| About this task |
Would you please write out each entry that follows, exactly as written?

| Records provided |
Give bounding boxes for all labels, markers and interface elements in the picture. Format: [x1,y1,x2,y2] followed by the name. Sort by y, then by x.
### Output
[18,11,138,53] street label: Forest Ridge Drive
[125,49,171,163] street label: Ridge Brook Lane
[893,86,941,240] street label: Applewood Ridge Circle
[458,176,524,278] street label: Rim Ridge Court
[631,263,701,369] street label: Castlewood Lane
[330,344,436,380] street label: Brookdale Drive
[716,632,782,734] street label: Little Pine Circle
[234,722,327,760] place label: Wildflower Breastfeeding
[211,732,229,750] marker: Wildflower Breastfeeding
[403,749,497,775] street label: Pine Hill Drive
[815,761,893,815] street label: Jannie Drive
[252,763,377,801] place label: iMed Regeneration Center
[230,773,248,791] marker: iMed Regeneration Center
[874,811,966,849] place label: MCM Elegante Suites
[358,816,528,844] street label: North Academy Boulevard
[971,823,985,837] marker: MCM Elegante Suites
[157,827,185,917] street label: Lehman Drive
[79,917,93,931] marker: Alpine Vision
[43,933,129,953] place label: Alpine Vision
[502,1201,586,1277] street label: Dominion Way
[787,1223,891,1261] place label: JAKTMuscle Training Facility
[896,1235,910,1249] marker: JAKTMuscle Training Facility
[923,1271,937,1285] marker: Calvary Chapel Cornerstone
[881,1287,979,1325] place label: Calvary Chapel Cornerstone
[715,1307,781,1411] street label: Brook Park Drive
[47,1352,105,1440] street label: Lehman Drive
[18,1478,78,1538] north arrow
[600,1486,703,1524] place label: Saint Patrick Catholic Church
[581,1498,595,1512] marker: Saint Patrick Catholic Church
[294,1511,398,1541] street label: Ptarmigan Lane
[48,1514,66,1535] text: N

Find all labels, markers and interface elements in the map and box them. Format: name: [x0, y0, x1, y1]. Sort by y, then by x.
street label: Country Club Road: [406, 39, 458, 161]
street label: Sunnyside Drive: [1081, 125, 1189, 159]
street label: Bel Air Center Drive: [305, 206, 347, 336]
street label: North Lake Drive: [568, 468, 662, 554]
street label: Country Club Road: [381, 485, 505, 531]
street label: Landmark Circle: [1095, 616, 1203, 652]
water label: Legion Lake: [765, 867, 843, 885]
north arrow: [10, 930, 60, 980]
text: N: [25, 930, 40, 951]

| Response to the exercise |
Give bounding boxes for all labels, markers and interface elements in the picture. Format: [x1,y1,x2,y2] followed by the name. Sort by y, then by x.
### Output
[18,11,138,53] street label: Forest Ridge Drive
[125,49,171,163] street label: Ridge Brook Lane
[893,86,941,240] street label: Applewood Ridge Circle
[458,176,524,278] street label: Rim Ridge Court
[631,263,701,369] street label: Castlewood Lane
[330,344,436,380] street label: Brookdale Drive
[716,632,782,734] street label: Little Pine Circle
[234,722,327,760] place label: Wildflower Breastfeeding
[211,732,229,750] marker: Wildflower Breastfeeding
[403,749,497,775] street label: Pine Hill Drive
[815,761,893,815] street label: Jannie Drive
[252,763,377,801] place label: iMed Regeneration Center
[230,773,248,791] marker: iMed Regeneration Center
[874,811,966,849] place label: MCM Elegante Suites
[358,816,528,844] street label: North Academy Boulevard
[971,823,985,837] marker: MCM Elegante Suites
[157,827,185,917] street label: Lehman Drive
[79,917,93,931] marker: Alpine Vision
[43,933,129,953] place label: Alpine Vision
[502,1201,586,1277] street label: Dominion Way
[787,1223,891,1261] place label: JAKTMuscle Training Facility
[896,1235,910,1249] marker: JAKTMuscle Training Facility
[923,1271,937,1285] marker: Calvary Chapel Cornerstone
[881,1287,979,1325] place label: Calvary Chapel Cornerstone
[715,1307,781,1411] street label: Brook Park Drive
[47,1352,105,1440] street label: Lehman Drive
[18,1478,78,1538] north arrow
[600,1486,703,1524] place label: Saint Patrick Catholic Church
[581,1498,595,1512] marker: Saint Patrick Catholic Church
[294,1511,398,1541] street label: Ptarmigan Lane
[48,1514,66,1535] text: N

Find all labels, markers and interface elements in the map and box them. Format: name: [x0, y0, x1, y1]. Sort by y, then by x.
street label: Country Club Road: [406, 39, 458, 161]
street label: Sunnyside Drive: [1081, 125, 1189, 159]
street label: Bel Air Center Drive: [305, 206, 347, 336]
street label: North Lake Drive: [568, 468, 662, 554]
street label: Country Club Road: [381, 485, 505, 531]
street label: Landmark Circle: [1095, 616, 1203, 652]
water label: Legion Lake: [765, 867, 843, 885]
north arrow: [10, 930, 60, 980]
text: N: [25, 930, 40, 951]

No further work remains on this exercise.